Rep. Mike McIntyre (D-N.C.) said that not only would he not back Pelosi (D-Calif.) for Speaker again, but also that he’d heard she would not seek another term in that position.

“From what we’re hearing, she’s probably not going to run for Speaker again,” McIntyre told WWAY-TV in North Carolina. “And if she does, I’m confident she’s going to have opposition, and I look forward to supporting that opposition.”…

McIntyre joins the growing flood of Democrats who are saying they will oppose Pelosi as Speaker if Democrats retain the majority. An additional crowd of Democrats — most recently Staten Island Rep. Mike McMahon (D) — have refused to say how they would vote.

As quickly as the accusation is leveled, the formal denial is issued:

“If we pull this off [maintaining control of the House], there is no doubt she’ll run for Speaker again and win,” one aide said.

The aides pointed to the many factors Pelosi would have going for her within her Democratic Caucus. The speaker enjoys strong support among progressives, female members, the Congressional Black Caucus, as well as the sizable California delegation, the largest in the House. Therefore, it’s hard to picture a scenario in which she could be beaten in a race of Democrats, especially in an election year where many conservative Democrats are the most likely to lose and therefore not vote for the leadership of the 112th Congress.

As far as I know, only a handful of Blue Dogs have said they absolutely, positively won’t vote for her for Speaker next term if they retain the majority. McIntyre is one, Jim Marshall of “Pelosi is a hippie” fame is another, and then of course there’s Bobby Bright, who’s been known to crack “jokes” about her untimely death. Beyond that core nucleus, there are another eight to 10 centrist Democrats who say they’re not sure yet how they’d vote — which, of course, is Blue-Dog-speak for “I’ll do whatever Pelosi tells me.” In other words, unless the Democrats (a) hold the House and (b) end up with an extremely narrow majority, in the neighborhood of 218/217 and (c) somehow the hardcore anti-Pelosi Blue Dogs manage to survive the great culling next month. which would make their votes for Speaker decisive, then yeah, we’ve probably got another two years of Madam Speaker steering the congressional ship of state.

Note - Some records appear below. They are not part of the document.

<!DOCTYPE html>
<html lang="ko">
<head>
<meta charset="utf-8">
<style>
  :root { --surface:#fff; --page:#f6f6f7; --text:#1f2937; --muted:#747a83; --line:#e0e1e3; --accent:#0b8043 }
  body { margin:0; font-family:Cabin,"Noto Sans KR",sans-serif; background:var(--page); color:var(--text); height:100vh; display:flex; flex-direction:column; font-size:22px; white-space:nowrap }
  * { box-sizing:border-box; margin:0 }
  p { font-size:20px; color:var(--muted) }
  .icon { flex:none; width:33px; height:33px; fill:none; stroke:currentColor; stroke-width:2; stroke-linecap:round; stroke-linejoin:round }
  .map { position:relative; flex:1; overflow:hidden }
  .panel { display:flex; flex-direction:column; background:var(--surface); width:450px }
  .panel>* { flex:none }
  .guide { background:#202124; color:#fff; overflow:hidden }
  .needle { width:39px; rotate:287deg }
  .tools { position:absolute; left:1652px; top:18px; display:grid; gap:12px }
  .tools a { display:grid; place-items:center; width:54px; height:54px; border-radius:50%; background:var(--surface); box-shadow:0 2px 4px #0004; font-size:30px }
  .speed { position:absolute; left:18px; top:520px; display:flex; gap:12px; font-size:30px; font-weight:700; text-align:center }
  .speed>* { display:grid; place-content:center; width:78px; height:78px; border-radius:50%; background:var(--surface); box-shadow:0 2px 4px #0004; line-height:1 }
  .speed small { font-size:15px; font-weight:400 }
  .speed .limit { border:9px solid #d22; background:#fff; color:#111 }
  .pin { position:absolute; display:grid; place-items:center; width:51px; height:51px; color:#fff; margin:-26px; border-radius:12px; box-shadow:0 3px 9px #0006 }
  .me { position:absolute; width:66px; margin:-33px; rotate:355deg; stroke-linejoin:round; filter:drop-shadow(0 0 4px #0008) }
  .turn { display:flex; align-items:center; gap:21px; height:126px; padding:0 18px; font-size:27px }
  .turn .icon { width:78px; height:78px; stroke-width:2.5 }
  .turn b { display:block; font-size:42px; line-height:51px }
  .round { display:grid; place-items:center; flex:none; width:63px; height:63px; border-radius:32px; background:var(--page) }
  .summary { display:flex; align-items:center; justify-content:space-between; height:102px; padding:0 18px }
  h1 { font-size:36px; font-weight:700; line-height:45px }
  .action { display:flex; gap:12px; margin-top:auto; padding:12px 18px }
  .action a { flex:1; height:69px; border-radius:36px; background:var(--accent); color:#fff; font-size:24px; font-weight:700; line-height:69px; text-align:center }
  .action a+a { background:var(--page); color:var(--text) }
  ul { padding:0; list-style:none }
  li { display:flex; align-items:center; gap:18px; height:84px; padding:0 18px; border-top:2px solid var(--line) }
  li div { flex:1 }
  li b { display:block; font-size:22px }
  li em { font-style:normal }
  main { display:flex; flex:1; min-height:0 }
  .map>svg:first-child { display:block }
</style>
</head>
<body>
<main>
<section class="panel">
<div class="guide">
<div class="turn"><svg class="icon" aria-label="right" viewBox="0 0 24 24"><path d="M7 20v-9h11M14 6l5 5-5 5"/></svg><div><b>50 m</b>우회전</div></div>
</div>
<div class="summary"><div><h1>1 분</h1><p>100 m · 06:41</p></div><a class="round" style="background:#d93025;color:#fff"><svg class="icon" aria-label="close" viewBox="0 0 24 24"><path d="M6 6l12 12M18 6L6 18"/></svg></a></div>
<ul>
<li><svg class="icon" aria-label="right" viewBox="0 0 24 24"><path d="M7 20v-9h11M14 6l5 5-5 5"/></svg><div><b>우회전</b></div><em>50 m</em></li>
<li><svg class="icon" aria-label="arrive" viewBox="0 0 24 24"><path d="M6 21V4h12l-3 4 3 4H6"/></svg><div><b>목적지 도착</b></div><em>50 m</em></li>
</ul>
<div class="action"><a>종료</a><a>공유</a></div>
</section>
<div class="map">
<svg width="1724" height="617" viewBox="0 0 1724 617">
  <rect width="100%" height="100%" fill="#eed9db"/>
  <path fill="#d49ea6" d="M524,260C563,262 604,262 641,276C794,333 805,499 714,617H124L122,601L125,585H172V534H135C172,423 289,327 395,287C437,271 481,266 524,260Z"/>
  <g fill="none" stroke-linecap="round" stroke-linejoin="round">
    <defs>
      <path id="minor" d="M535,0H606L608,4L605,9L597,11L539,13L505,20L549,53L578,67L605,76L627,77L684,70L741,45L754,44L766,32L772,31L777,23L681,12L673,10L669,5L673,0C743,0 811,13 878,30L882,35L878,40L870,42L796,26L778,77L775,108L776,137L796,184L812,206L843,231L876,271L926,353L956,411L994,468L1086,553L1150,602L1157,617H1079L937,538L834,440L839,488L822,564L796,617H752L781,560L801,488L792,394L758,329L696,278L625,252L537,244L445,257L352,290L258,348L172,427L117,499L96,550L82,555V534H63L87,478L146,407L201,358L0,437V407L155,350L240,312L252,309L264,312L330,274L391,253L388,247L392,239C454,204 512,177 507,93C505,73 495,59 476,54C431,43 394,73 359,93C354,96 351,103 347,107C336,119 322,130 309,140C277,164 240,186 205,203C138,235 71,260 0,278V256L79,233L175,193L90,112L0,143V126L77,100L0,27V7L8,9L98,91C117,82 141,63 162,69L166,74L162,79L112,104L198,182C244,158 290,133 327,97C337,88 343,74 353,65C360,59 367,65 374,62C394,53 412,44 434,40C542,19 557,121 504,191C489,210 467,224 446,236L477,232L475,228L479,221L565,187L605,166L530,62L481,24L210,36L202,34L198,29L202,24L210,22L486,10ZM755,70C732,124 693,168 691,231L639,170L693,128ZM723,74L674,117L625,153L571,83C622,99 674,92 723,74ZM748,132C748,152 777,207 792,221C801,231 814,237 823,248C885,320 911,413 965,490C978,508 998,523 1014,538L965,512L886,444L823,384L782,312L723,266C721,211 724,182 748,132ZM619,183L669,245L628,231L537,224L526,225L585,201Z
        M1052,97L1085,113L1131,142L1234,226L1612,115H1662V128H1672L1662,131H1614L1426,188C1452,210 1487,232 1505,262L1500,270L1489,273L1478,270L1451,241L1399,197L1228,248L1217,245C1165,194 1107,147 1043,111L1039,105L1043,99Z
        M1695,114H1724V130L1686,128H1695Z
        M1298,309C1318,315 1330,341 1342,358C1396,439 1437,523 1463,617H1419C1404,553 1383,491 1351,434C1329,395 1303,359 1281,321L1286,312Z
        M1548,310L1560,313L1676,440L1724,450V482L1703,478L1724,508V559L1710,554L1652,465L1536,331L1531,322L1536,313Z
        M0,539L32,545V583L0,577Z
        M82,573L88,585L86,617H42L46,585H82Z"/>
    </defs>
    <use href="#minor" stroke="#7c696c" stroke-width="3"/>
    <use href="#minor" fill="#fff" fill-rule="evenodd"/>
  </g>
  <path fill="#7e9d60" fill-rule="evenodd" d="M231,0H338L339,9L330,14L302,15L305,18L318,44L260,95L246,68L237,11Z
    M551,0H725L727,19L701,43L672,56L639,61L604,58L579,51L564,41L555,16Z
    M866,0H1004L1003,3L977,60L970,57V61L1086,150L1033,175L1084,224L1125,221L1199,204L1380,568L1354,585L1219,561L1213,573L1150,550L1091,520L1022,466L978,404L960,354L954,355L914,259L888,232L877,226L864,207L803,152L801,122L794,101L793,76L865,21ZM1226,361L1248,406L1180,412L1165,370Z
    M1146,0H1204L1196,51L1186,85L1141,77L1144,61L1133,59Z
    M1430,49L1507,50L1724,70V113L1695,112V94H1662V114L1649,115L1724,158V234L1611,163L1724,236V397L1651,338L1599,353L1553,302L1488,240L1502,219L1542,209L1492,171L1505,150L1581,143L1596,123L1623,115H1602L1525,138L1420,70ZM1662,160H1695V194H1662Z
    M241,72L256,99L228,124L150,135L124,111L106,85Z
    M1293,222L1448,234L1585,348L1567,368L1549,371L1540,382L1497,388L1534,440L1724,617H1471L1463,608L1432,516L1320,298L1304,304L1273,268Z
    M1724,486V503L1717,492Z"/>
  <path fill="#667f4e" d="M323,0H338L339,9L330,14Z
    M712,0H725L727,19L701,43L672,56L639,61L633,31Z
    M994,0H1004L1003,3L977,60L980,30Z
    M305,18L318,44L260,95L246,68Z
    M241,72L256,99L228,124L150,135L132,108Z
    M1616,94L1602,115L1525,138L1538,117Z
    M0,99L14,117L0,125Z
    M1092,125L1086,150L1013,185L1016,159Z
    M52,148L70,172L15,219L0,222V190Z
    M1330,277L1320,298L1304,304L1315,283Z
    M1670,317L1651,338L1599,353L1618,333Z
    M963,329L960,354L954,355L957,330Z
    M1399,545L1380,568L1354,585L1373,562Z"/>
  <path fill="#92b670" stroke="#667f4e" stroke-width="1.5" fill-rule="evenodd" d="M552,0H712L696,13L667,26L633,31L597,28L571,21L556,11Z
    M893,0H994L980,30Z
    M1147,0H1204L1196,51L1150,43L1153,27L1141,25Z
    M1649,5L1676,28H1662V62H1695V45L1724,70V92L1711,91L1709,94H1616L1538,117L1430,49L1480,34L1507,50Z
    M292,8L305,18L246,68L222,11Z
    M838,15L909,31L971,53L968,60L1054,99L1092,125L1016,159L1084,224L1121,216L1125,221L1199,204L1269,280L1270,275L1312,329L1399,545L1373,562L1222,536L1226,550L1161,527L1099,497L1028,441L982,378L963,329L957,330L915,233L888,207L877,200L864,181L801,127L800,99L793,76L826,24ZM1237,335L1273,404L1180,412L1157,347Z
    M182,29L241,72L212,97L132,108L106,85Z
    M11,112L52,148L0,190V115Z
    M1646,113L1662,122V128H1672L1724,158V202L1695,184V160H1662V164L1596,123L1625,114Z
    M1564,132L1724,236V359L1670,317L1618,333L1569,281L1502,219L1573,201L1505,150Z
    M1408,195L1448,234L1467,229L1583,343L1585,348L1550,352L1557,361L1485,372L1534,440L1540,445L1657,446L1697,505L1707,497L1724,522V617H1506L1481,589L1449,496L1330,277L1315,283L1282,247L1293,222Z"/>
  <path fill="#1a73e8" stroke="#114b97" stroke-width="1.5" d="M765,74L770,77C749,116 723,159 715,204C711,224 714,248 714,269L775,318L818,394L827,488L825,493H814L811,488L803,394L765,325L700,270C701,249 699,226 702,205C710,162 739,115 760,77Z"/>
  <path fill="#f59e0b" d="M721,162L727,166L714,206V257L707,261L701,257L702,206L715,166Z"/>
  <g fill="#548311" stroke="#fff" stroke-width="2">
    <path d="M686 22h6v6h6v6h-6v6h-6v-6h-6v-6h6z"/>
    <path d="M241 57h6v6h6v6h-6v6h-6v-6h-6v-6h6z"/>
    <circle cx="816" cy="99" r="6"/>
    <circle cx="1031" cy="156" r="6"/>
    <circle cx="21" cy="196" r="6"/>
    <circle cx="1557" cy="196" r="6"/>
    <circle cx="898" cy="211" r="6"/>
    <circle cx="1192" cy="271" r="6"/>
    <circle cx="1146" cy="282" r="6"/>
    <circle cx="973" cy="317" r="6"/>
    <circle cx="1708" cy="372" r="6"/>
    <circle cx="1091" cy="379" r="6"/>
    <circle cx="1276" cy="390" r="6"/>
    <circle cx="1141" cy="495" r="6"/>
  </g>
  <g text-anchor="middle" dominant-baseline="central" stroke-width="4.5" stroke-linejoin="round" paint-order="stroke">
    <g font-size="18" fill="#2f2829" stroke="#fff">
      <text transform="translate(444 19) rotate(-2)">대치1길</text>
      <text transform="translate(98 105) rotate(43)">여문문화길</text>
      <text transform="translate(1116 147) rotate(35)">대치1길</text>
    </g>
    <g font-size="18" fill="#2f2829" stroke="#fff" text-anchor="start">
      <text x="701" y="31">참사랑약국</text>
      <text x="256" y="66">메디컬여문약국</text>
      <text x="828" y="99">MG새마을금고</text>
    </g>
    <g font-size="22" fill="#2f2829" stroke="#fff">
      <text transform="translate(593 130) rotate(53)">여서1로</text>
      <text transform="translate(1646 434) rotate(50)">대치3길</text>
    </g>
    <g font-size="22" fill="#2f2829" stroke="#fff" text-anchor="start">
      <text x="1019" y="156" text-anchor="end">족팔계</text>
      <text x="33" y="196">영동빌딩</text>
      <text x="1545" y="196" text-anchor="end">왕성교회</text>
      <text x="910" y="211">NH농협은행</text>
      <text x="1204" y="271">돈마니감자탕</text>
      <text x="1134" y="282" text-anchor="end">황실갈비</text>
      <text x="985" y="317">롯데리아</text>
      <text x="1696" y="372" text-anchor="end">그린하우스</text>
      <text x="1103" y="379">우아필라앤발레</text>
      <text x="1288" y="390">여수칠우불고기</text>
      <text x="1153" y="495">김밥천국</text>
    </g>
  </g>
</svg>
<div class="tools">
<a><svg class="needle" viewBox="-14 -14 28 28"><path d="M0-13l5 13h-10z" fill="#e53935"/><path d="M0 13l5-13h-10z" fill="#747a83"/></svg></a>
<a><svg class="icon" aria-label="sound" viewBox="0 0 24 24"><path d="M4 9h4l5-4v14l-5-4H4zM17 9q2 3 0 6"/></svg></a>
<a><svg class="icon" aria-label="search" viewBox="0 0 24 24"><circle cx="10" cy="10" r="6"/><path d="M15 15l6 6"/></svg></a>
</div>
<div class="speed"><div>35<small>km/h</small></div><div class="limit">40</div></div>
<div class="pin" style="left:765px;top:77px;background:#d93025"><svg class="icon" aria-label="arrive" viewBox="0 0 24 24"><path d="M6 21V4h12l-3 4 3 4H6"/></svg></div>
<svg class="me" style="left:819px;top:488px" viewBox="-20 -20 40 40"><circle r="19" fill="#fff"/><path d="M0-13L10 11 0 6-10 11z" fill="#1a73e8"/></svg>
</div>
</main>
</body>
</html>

Why they’d want to keep her for another term is beyond me, though. Steny Hoyer, who’d presumably succeed her, is much better liked by Republicans and therefore more likely to be able to steer through compromise legislation that the Dems can point to when running in 2012. Pelosi, for all her faults, was superb at delivering votes for her party’s big-ticket items, but needless to say, there ain’t going to be anymore big-ticket items for the next two years. Why not dump her and her lead-anchor approval rating in favor of the more genial Hoyer? Oh right — because House progressives would rather show loyalty to the liberal who’s about to deliver 50+ seats to the GOP than to a more centrist Democrat like Hoyer who might put them back on track. Exit question: At this point, is it even worth talking about scenarios in which Pelosi remains as Speaker? The GOP has a 73 percent chance of retaking the House. C’mon.